The biomimetic DOX/CAT@PLGA-M1 was prepared by preparing nanoparticles loaded with DOX and CAT by PLGA, and then coating the M1 macrophage membrane with them on the surface. As shown in Figure 3A,B, the particle sizes of DOX/CAT@PLGA and DOX/CAT@PLGA-M1 were (171.35 ± 1.80 nm) and (202.32 ± 2.27 nm), respectively. The particle size distribution, having a narrow polydispersity index (PDI < 0.3), indicated good dispersion and uniform particle size. Compared with DOX/CAT@PLGA, the particle size of DOX/CAT@PLGA-M1 increased by 30 nm, indicating that the cell membrane was successfully modified on the surface of DOX/CAT@PLGA. The morphology of the NPs was investigated by TEM, and the images showed that DOX/CAT@PLGA and DOX/CAT@PLGA-M1 were smooth and uniform with a sphere-like shape (Figure 3C,D). DOX/CAT@PLGA-M1 exhibited a characteristic core-shell bilayer membrane structure with a thickness of about 30~50 nm. As illustrated in Figure 3E,F, the surfaces of DOX/CAT@PLGA and DOX/CAT@PLGA-M1 were both negatively charged (−6.73 ± 0.79 mV and −20.03 ± 1.11 mV). The stability of DOX/CAT@PLGA-M1 was investigated by determining the particle size and zeta potential. The results showed that the particle size and potential exhibited no significant change within 10 days, indicating that the NPs possessed good placement stability (Figure S1).
In addition, a DSC analysis was conducted to investigate the physical state of DOX on the NPs (DOX/CAT@PLGA-M1), and is displayed in Figure 4A. For free DOX and the physical mixture of DOX+ CAT@PLGA-M1, we detected the first melting peak of DOX at 209.81 °C. However, no melting peak was observed in the curve of DOX/CAT@PLGA-M1 at the same temperature, demonstrating that the DOX loaded in the NPs was in an amorphous or solid solution state [25].
To evaluate the hemocompatibility of the nanoparticles, we incubated DOX/CAT@ PLGA-M1 with RBCs at 37 °C for 1 h. As shown in Figure 4B, the hemolysis rates of 0.5, 1, and 2 mg/mL DOX/CAT@PLGA-M1 on the RBCs were 0.94%, 1.59%, and 2.38%, respectively, and all were lower than the standard value of 5%. The results indicated that the NPs had good biocompatibility and stability, and were thus suited for intravenous administration. Next, the enzyme activity of CAT was measured to investigate the effect of loading on the nanoparticles. As shown in Figure 4C, compared with free CAT, the enzymatic activity of DOX/CAT@PLGA-M1 was 1000 (U/mL), and the relative activity was 65.99%, indicating that the formation of NPs could not significantly affect the enzymatic activity.
The in vitro drug release assays were measured by the dialysis method (Figure 4D).
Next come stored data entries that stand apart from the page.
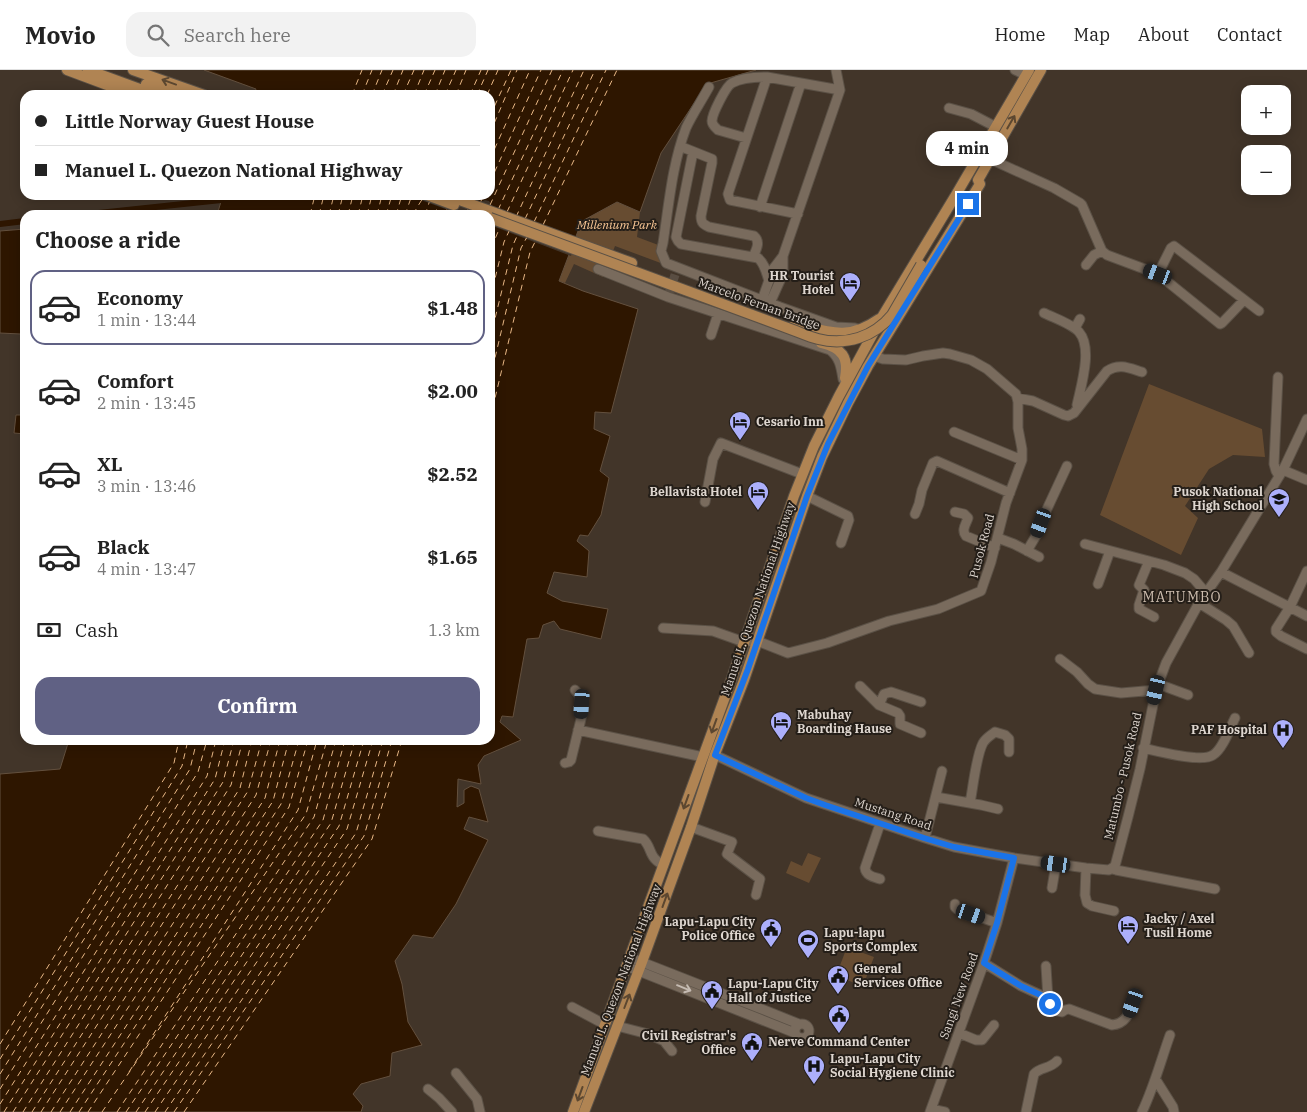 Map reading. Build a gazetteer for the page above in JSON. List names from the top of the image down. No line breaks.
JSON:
{"streets":{"main road":["Marcelo Fernan Bridge","Manuel L. Quezon National Highway"],"street":["Pusok Road","Matumbo - Pusok Road","Mustang Road","Sangi New Road"]},"crossings":[["Marcelo Fernan Bridge","Manuel L. Quezon National Highway"],["Pusok Road","Manuel L. Quezon National Highway"],["Manuel L. Quezon National Highway","Mustang Road"],["Mustang Road","Sangi New Road"]],"districts":["MATUMBO"],"parks":["Millenium Park"],"places":{"hotel":["HR Tourist Hotel","Cesario Inn","Bellavista Hotel","Mabuhay Boarding Hause","Jacky / Axel Tusil Home"],"school or university":["Pusok National High School"],"hospital":["PAF Hospital","Lapu-Lapu City Social Hygiene Clinic"],"public building":["Lapu-Lapu City Police Office","General Services Office","Lapu-Lapu City Hall of Justice","Nerve Command Center","Civil Registrar's Office"],"sports":["Lapu-lapu Sports Complex"]},"page":{"header":"Movio","search":"Search here","nav":["Home","Map","About","Contact"],"map_buttons":["+","−"],"banner":["Little Norway Guest House","Manuel L. Quezon National Highway"],"bubble":"4 min","heading":"Choose a ride","list":[{"name":"Economy","note":"1 min · 13:44","value":"$1.48"},{"name":"Comfort","note":"2 min · 13:45","value":"$2.00"},{"name":"XL","note":"3 min · 13:46","value":"$2.52"},{"name":"Black","note":"4 min · 13:47","value":"$1.65"}],"pay":["Cash","1.3 km"],"buttons":"Confirm"}} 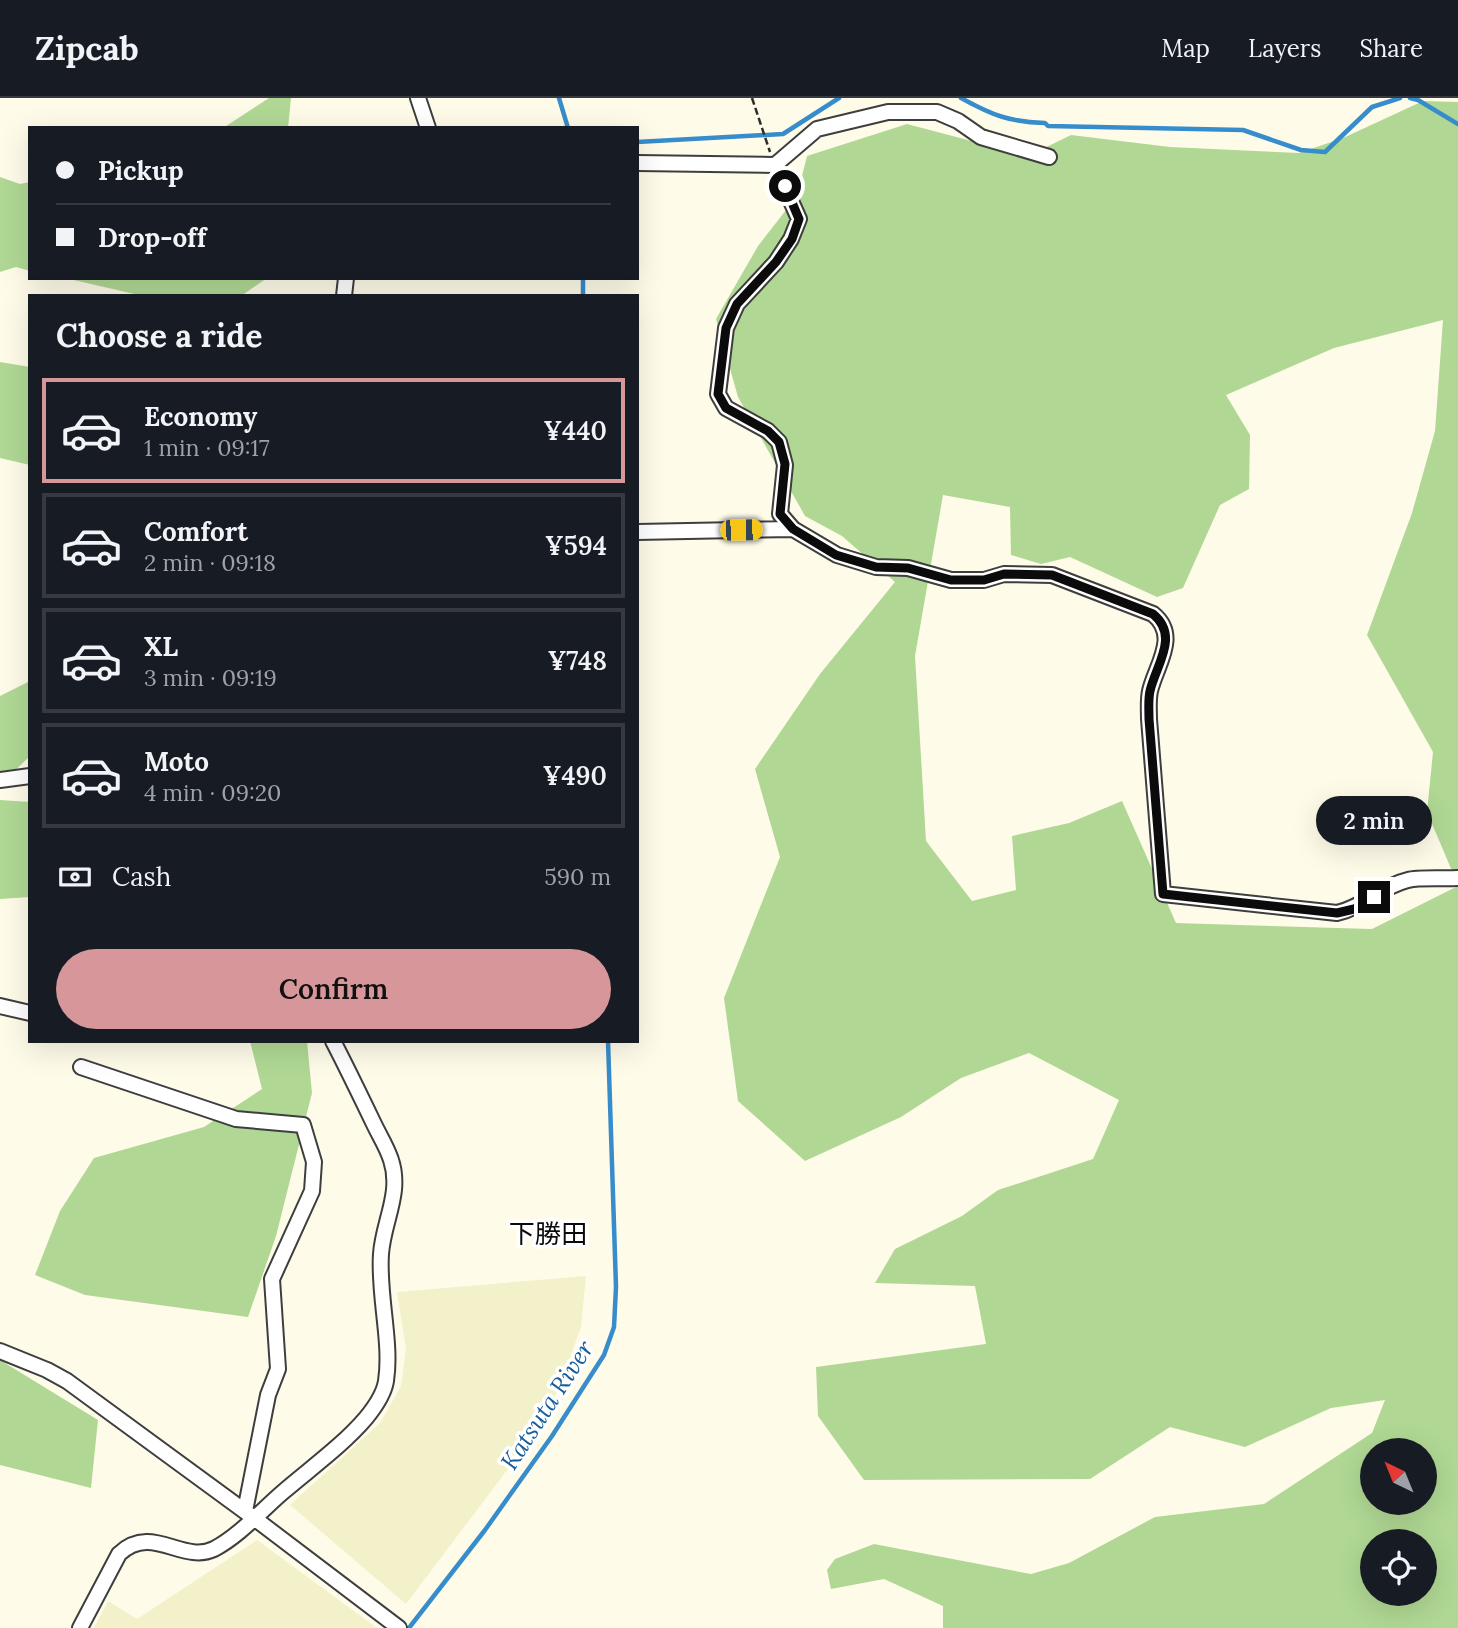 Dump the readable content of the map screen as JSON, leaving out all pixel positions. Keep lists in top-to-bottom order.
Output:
{
  "districts": ["下勝田"],
  "water": ["Katsuta River"],
  "north": "top left",
  "page": {
    "header": "Zipcab",
    "nav": ["Map", "Layers", "Share"],
    "banner": ["Pickup", "Drop-off"],
    "heading": "Choose a ride",
    "list": [
      {
        "name": "Economy",
        "note": "1 min · 09:17",
        "value": "¥440"
      },
      {
        "name": "Comfort",
        "note": "2 min · 09:18",
        "value": "¥594"
      },
      {
        "name": "XL",
        "note": "3 min · 09:19",
        "value": "¥748"
      },
      {
        "name": "Moto",
        "note": "4 min · 09:20",
        "value": "¥490"
      }
    ],
    "bubble": "2 min",
    "pay": ["Cash", "590 m"],
    "buttons": "Confirm"
  }
} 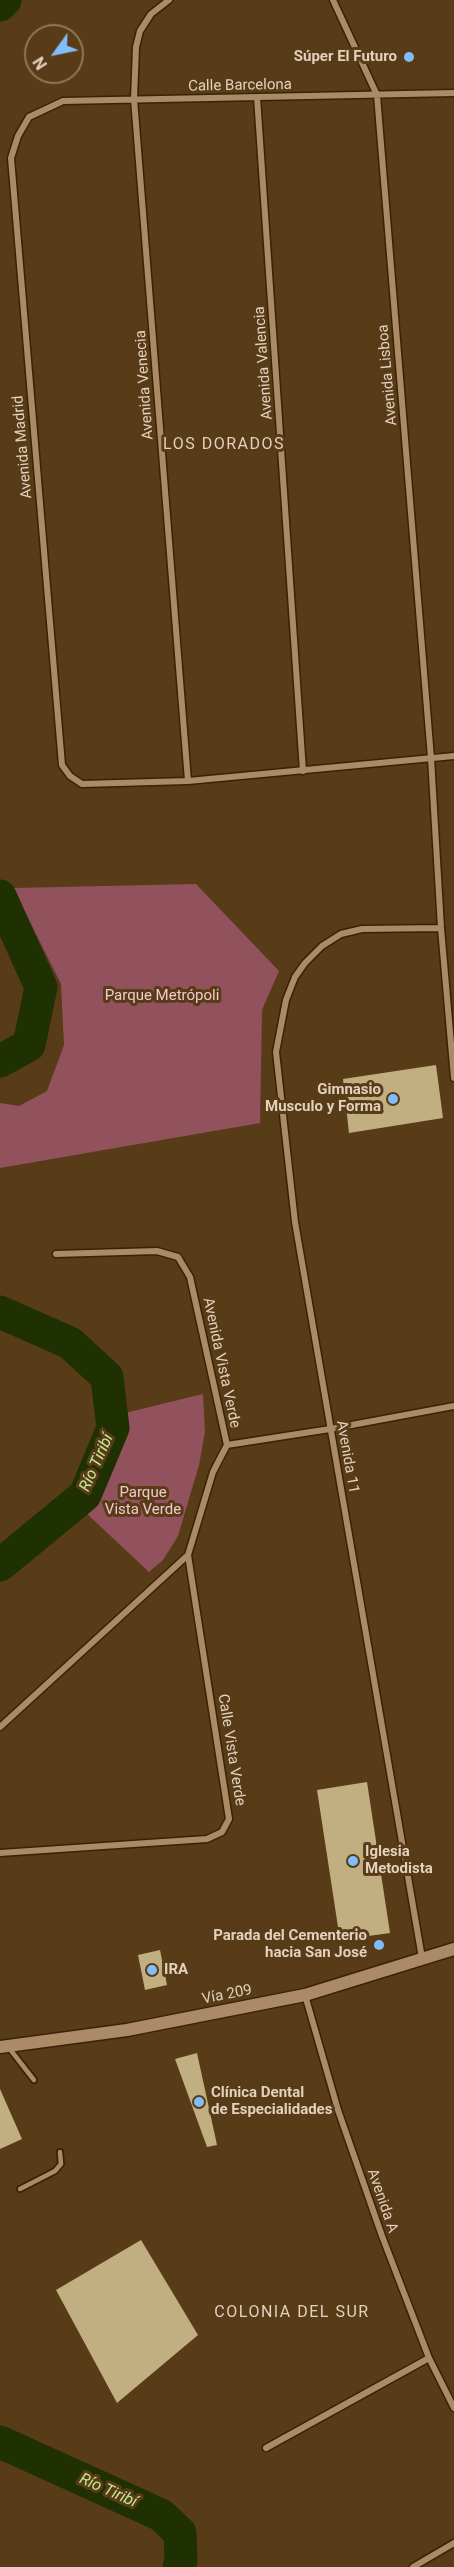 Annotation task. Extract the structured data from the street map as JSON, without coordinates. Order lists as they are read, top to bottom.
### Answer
{
  "streets": {
    "main road": ["Vía 209"],
    "street": [
      "Calle Barcelona",
      "Avenida Valencia",
      "Avenida Lisboa",
      "Avenida Venecia",
      "Avenida Madrid",
      "Avenida Vista Verde",
      "Avenida 11",
      "Calle Vista Verde",
      "Avenida A"
    ]
  },
  "crossings": [
    ["Calle Barcelona", "Avenida Valencia"],
    ["Calle Barcelona", "Avenida Lisboa"],
    ["Calle Barcelona", "Avenida Venecia"],
    ["Calle Barcelona", "Avenida Madrid"],
    ["Avenida Lisboa", "Avenida 11"],
    ["Avenida Venecia", "Avenida Madrid"],
    ["Avenida Vista Verde", "Calle Vista Verde"],
    ["Avenida 11", "Vía 209"],
    ["Vía 209", "Avenida A"]
  ],
  "districts": ["LOS DORADOS", "COLONIA DEL SUR"],
  "water": ["Río Tiribí"],
  "parks": ["Parque Metrópoli", "Parque Vista Verde"],
  "places": [
    "Súper El Futuro",
    "Gimnasio Musculo y Forma",
    "Iglesia Metodista",
    "Parada del Cementerio hacia San José",
    "IRA",
    "Clínica Dental de Especialidades"
  ],
  "north": "bottom left"
} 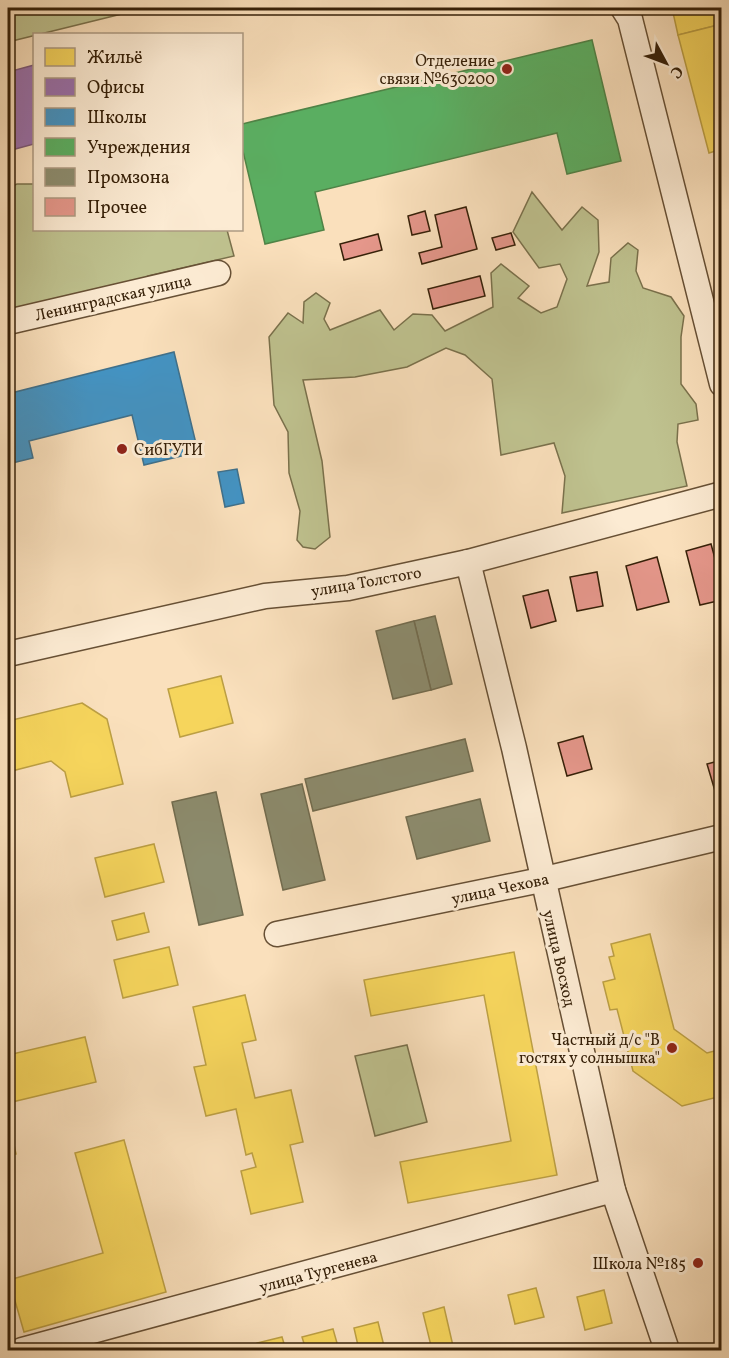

When the dialysis lasted for 10 h, almost all of the free drugs (97.7%) were released from the dialysis bag, while the cumulative release rate of the drugs loaded in NPs was lower than 40%. The drug release curve of the NPs showed burst release in the first 6 h, followed by sustained and slow release. Of note, in the release medium of hydrogen peroxide, the drug release rate significantly increased. The cumulative release rate of DOX/CAT@PLGA-M1 enhanced from 26.93% to 50.10% within 10 h. This result may be attributed to the reaction and decomposition of CAT in the NPs with H2O2 to O2, thereby promoting drug release.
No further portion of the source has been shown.